→ Study material:

+ + + + + + +

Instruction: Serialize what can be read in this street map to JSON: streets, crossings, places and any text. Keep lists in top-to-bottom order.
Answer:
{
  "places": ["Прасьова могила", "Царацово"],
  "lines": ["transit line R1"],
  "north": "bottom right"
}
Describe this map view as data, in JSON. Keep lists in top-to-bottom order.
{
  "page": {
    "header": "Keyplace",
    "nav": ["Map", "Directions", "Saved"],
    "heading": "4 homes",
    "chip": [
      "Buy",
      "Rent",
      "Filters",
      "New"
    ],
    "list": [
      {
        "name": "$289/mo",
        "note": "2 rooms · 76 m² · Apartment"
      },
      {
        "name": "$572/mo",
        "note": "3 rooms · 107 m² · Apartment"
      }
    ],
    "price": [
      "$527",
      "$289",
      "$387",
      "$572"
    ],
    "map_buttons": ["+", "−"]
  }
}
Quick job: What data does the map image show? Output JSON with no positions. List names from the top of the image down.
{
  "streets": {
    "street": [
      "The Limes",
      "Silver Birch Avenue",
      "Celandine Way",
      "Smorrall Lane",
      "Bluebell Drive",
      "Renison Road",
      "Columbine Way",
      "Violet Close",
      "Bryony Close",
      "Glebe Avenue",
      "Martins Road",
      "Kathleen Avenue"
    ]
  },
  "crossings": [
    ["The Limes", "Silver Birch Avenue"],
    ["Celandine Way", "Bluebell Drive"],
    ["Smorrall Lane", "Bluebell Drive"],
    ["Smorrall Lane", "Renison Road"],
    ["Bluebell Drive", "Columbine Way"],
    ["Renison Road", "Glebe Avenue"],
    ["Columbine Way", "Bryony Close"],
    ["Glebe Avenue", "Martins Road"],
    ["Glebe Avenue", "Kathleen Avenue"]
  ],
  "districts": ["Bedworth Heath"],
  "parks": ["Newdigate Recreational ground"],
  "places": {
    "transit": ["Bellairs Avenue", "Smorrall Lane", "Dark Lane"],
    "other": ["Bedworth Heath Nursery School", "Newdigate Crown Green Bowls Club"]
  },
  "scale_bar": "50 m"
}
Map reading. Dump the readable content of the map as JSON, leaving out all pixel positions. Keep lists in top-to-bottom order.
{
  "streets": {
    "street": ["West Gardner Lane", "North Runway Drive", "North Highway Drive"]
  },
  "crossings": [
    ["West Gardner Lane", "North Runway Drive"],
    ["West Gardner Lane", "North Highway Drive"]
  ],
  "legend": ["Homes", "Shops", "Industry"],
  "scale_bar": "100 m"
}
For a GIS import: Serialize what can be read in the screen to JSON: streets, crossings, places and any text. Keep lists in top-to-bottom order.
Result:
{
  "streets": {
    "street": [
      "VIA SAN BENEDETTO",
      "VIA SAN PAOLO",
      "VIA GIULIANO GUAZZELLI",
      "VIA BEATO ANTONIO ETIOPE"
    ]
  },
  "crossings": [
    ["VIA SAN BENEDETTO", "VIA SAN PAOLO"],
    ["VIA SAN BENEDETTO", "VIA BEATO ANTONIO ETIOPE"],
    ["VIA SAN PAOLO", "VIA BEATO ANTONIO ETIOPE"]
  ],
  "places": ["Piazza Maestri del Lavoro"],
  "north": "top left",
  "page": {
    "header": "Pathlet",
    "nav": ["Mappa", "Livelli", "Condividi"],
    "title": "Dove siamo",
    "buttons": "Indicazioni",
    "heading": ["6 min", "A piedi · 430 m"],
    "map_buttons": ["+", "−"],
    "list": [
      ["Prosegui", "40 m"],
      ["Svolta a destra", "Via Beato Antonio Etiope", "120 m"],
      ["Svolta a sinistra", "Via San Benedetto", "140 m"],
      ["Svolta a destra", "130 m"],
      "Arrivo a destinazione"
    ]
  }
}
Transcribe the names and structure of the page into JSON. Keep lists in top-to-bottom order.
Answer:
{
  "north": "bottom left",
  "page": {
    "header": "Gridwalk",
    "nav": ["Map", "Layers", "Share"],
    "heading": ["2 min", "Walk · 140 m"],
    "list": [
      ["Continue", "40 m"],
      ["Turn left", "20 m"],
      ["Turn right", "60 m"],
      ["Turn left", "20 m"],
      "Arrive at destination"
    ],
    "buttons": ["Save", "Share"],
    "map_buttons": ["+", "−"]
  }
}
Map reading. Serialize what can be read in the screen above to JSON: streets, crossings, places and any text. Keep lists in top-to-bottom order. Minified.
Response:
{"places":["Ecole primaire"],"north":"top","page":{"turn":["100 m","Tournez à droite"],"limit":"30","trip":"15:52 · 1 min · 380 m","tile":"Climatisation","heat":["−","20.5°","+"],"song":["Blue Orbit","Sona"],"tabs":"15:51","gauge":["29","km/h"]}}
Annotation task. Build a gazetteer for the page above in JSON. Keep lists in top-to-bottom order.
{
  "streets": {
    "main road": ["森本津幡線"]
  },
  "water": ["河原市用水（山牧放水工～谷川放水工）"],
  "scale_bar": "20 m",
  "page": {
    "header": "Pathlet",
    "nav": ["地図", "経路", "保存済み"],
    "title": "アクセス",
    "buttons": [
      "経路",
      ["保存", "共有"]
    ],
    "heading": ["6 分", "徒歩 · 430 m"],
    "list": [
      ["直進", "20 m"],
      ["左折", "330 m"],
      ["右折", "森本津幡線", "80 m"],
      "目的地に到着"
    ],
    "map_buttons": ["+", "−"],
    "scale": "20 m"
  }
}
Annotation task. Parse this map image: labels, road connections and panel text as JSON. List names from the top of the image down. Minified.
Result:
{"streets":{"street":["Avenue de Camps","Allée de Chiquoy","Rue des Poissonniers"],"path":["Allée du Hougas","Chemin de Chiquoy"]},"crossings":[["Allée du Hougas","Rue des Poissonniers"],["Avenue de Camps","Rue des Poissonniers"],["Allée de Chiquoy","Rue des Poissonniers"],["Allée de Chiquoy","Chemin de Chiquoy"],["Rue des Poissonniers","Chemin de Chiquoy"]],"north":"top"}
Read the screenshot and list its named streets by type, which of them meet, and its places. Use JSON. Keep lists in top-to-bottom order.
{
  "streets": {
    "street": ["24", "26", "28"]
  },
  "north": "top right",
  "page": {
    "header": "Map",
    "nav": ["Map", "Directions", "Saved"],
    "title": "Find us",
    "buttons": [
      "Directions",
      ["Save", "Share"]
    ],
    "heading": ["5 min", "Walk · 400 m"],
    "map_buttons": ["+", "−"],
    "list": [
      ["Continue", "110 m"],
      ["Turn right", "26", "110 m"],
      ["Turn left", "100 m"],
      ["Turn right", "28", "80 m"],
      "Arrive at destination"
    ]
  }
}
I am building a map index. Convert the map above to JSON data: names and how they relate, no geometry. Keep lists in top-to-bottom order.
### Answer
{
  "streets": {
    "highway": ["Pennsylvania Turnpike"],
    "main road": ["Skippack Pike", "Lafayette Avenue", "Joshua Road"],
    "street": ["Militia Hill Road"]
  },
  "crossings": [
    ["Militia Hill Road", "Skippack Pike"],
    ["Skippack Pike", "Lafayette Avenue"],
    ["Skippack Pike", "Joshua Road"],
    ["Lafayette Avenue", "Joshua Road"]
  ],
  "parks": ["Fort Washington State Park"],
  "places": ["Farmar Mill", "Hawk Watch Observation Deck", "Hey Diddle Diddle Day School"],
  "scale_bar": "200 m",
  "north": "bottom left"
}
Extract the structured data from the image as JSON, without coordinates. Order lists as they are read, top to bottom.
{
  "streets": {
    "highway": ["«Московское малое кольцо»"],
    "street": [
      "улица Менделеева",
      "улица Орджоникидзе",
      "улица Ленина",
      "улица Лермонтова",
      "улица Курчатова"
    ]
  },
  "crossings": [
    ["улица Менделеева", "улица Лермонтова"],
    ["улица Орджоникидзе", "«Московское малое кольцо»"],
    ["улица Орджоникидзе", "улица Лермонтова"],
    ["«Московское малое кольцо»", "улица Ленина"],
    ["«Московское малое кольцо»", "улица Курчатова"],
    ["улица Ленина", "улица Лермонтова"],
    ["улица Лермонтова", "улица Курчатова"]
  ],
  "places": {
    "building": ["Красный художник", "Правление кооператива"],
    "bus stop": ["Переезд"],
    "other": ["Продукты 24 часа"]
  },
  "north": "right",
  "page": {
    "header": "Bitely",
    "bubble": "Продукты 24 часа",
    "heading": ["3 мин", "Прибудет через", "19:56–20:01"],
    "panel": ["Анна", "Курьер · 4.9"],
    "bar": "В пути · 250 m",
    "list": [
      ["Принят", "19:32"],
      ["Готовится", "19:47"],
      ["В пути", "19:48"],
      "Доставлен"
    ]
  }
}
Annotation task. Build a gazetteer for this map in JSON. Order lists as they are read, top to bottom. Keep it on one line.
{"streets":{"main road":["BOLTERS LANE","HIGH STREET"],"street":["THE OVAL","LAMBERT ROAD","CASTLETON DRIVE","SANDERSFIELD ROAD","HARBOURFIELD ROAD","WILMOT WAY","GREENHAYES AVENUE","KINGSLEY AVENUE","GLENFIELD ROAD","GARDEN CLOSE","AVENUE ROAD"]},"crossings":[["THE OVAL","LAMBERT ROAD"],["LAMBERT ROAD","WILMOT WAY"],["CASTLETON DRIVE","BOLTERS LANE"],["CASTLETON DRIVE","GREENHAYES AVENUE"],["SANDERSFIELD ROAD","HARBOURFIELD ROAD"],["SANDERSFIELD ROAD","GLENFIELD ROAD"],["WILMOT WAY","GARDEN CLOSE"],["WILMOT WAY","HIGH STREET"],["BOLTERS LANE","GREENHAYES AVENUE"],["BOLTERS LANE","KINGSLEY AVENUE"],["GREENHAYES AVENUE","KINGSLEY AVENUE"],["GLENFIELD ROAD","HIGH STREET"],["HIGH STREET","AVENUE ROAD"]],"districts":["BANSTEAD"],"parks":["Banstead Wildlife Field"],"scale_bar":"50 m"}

+ + + + + + +

→ Exercise details:
Report each line above that includes the string "Minified".

→ Reply:
Map reading. Serialize what can be read in the screen above to JSON: streets, crossings, places and any text. Keep lists in top-to-bottom order. Minified.
Annotation task. Parse this map image: labels, road connections and panel text as JSON. List names from the top of the image down. Minified.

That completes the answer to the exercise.